In conclusion, Figure 5 demonstrates the substantial impact that measurement error has on the accuracy and precision of parameter estimates in the Lotka–Volterra model. The prey birth rate ( α ) and the predator–prey interaction rate ( β ) are particularly sensitive to noise in the data. As a result, accounting for measurement error is critical in ensuring the reliability of the parameter estimates in ecological models like the predator–prey system.

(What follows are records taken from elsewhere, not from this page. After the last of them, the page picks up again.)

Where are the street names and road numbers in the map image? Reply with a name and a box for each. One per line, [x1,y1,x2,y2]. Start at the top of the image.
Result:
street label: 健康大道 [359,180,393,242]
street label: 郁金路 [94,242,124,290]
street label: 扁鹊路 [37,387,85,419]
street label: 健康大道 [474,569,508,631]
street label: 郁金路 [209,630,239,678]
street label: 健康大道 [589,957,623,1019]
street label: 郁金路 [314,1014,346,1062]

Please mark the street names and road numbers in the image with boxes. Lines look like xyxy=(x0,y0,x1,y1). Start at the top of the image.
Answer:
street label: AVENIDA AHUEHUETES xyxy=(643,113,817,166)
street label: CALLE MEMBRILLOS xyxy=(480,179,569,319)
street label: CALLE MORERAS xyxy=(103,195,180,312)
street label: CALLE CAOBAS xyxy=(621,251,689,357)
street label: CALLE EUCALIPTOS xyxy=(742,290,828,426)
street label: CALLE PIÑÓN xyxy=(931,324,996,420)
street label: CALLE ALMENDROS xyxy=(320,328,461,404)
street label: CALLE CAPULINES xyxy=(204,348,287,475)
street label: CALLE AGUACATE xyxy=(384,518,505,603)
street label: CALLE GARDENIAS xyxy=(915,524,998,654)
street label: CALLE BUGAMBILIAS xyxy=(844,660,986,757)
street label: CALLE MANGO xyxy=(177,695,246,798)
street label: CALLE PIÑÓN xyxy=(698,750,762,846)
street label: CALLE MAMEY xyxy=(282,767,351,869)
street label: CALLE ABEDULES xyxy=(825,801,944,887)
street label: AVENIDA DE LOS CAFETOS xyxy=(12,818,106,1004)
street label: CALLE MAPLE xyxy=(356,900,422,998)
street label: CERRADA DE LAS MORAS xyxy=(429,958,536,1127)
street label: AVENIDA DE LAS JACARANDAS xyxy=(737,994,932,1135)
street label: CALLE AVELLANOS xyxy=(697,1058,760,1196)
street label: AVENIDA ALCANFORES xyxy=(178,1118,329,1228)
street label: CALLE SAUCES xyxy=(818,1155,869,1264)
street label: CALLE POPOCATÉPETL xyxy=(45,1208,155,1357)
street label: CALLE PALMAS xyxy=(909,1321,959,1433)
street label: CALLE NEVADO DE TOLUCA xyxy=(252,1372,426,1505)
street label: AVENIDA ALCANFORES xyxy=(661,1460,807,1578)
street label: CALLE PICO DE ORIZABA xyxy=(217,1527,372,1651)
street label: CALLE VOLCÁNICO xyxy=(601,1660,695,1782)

Table 5 summarizes the posterior estimates for the parameters α , β , γ , and δ in the Lotka–Volterra predator–prey model, both in the absence and presence of measurement error. The table provides important insights into the accuracy and uncertainty of the parameter estimates under different scenarios.

Table 5

Summary statistics of the MCMC results

Mean	se_mean	SD	2.5%	25%	50%	75%	97.5%	Effective sample size ( n eff )	Rhat ( R ˆ )
1.0616	0.00044	0.02199	1.0192	1.0468	1.0616	1.0765	1.1043	2454.19	1.0007
0.01480	0.000077	0.00373	0.00736	0.01238	0.01478	0.01735	0.02192	2342.20	1.0010
0.01386	0.00021	0.01361	0.00041	0.00408	0.00954	0.01941	0.05133	4158.54	0.9996
0.03053	0.000021	0.00105	0.02857	0.02981	0.03050	0.03122	0.03268	2493.19	0.9997

Key findings:

Prey birth rate ( α ): The mean estimate for α remains close to the true value in the no-error scenario, with narrow credible intervals, indicating high precision. However, when measurement error is introduced, the SD increases, reflecting greater uncertainty in the estimation of the prey birth rate. The effective sample size ( n eff ) also decreases slightly, indicating reduced efficiency of the MCMC sampling process.
Predator consumption rate ( β ): The parameter β , which governs how quickly predators consume prey, shows a significant increase in uncertainty when measurement error is present. The SD and credible intervals widen, and the mean estimate becomes more biased compared to the no-error scenario. This indicates that the predator–prey interaction term is particularly sensitive to noise in the data.
Predator death rate ( γ ): The mean estimate for γ shows minimal bias in both the error-free and error scenarios. However, similar to other parameters, the introduction of measurement error increases the uncertainty in its estimation, as indicated by the wider credible intervals. Despite this, the high effective sample size ( n eff ) suggests that the MCMC chains for γ are well-mixed, even in the presence of noise.
Predator growth rate ( δ ): The parameter δ , which represents the growth rate of the predator population due to prey consumption, shows increased variability when measurement error is introduced. The wider credible intervals indicate that the model struggles to precisely estimate predator growth dynamics in the presence of data noise. However, the effective sample size remains relatively high, suggesting stable MCMC convergence.
Overall impact: The presence of measurement error leads to a clear increase in the uncertainty of all parameter estimates, as evidenced by the wider credible intervals and increased SD. The results emphasize the importance of accounting for measurement error in ecological models, as failure to do so can result in biased and less precise parameter estimates, especially for interaction terms like β .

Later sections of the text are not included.